_What to produce_
Report every line of the data where the string "Start" appears.

_Provided entries_
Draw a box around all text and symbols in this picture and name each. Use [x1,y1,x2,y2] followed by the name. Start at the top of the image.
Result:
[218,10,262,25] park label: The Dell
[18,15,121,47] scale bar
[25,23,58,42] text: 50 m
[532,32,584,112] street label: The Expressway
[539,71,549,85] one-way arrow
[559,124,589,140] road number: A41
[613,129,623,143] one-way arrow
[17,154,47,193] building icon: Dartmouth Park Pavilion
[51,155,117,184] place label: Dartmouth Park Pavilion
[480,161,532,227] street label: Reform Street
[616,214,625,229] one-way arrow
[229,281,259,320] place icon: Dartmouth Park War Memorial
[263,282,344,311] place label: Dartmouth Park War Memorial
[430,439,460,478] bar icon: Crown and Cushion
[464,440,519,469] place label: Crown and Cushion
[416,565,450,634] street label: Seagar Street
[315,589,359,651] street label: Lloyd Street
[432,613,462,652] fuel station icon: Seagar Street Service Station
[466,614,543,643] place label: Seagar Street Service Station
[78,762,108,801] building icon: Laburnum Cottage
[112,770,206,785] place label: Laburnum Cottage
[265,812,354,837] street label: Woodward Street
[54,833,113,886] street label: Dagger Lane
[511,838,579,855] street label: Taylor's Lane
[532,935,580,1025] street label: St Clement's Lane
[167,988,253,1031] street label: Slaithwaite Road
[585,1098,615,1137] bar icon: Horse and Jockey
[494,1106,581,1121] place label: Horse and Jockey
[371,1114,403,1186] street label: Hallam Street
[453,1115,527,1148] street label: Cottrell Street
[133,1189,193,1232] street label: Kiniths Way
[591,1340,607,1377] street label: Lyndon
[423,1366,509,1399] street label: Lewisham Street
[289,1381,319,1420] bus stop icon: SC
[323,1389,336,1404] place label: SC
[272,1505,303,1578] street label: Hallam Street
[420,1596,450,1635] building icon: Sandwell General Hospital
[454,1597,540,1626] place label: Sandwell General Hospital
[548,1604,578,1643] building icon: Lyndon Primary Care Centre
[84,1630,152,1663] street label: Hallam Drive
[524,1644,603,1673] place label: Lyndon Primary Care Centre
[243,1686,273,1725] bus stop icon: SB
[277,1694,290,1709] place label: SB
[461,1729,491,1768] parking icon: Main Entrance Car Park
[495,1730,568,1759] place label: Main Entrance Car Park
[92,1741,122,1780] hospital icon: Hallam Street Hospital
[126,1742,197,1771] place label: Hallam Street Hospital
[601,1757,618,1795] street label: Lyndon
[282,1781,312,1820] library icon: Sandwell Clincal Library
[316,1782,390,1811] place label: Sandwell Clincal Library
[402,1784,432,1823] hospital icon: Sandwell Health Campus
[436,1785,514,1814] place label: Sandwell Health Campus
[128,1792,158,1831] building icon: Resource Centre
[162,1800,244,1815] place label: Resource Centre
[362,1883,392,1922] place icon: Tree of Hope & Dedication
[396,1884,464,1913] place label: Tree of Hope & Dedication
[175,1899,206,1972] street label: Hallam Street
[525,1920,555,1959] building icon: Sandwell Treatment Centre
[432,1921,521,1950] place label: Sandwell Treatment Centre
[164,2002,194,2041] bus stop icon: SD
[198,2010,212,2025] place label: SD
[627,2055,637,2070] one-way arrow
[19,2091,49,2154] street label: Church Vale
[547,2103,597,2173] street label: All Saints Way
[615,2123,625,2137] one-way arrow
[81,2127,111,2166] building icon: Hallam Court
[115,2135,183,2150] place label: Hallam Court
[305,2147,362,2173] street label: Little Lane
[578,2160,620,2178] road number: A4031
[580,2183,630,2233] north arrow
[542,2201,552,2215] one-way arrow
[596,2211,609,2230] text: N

---

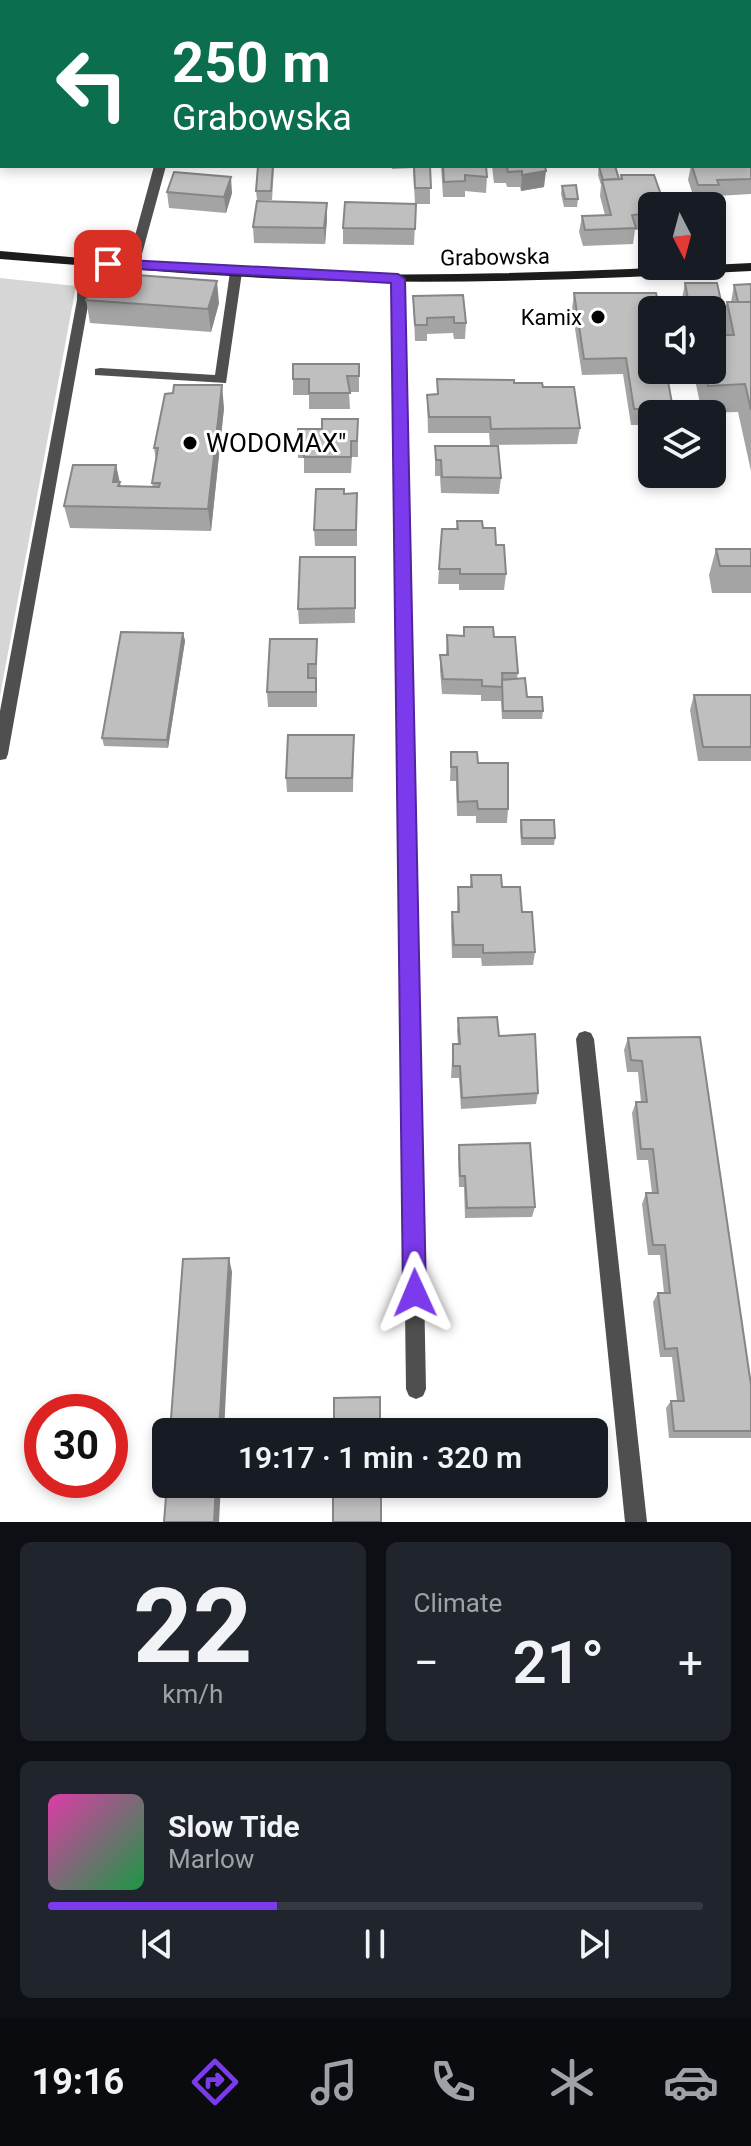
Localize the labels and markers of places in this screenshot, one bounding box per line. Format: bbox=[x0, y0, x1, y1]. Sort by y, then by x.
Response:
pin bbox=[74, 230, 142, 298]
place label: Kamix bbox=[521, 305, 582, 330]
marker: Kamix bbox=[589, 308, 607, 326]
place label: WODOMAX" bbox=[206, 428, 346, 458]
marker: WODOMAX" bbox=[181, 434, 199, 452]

--

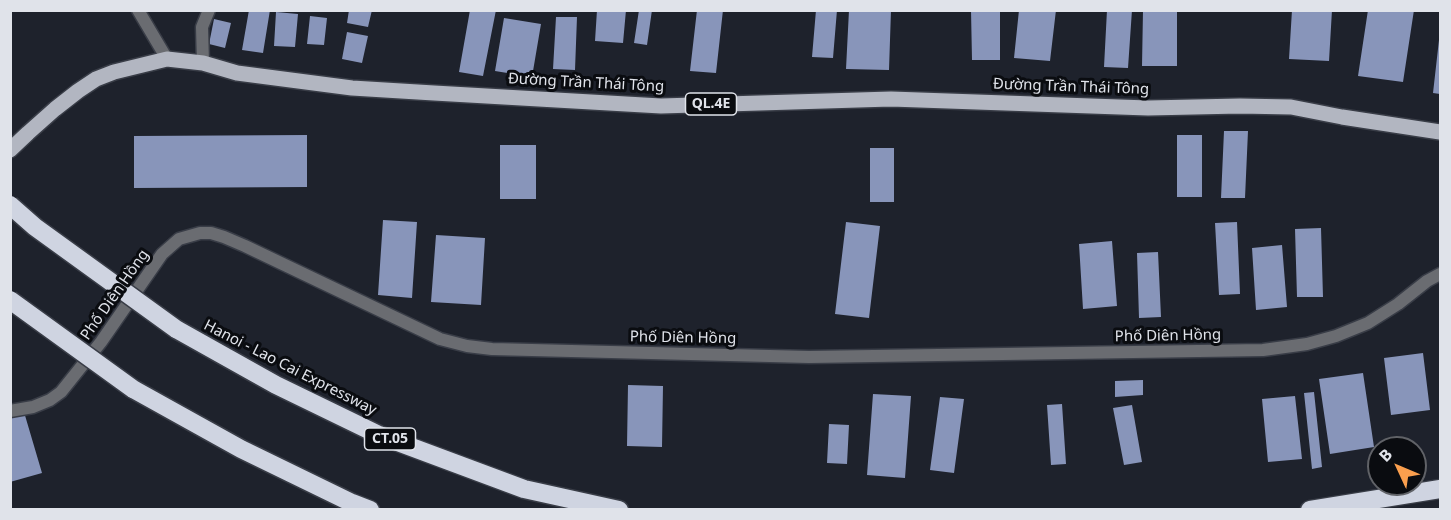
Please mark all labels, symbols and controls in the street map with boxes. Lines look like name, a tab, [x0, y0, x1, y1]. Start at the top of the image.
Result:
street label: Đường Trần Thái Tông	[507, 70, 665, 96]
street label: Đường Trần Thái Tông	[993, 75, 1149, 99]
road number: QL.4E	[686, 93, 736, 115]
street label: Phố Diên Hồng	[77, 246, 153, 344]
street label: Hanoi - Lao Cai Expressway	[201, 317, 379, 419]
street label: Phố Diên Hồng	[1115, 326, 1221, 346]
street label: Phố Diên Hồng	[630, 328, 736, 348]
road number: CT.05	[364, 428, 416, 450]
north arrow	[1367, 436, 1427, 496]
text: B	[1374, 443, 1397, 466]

_Written solution_
Draw a box around all text and symbols in this picture and name each. Use [x1,y1,x2,y2] followed by the name. Start at the top of the image.
Please mark all labels, symbols and controls in the street map with boxes. Lines look like name, a tab, [x0, y0, x1, y1]. Start at the top of the image.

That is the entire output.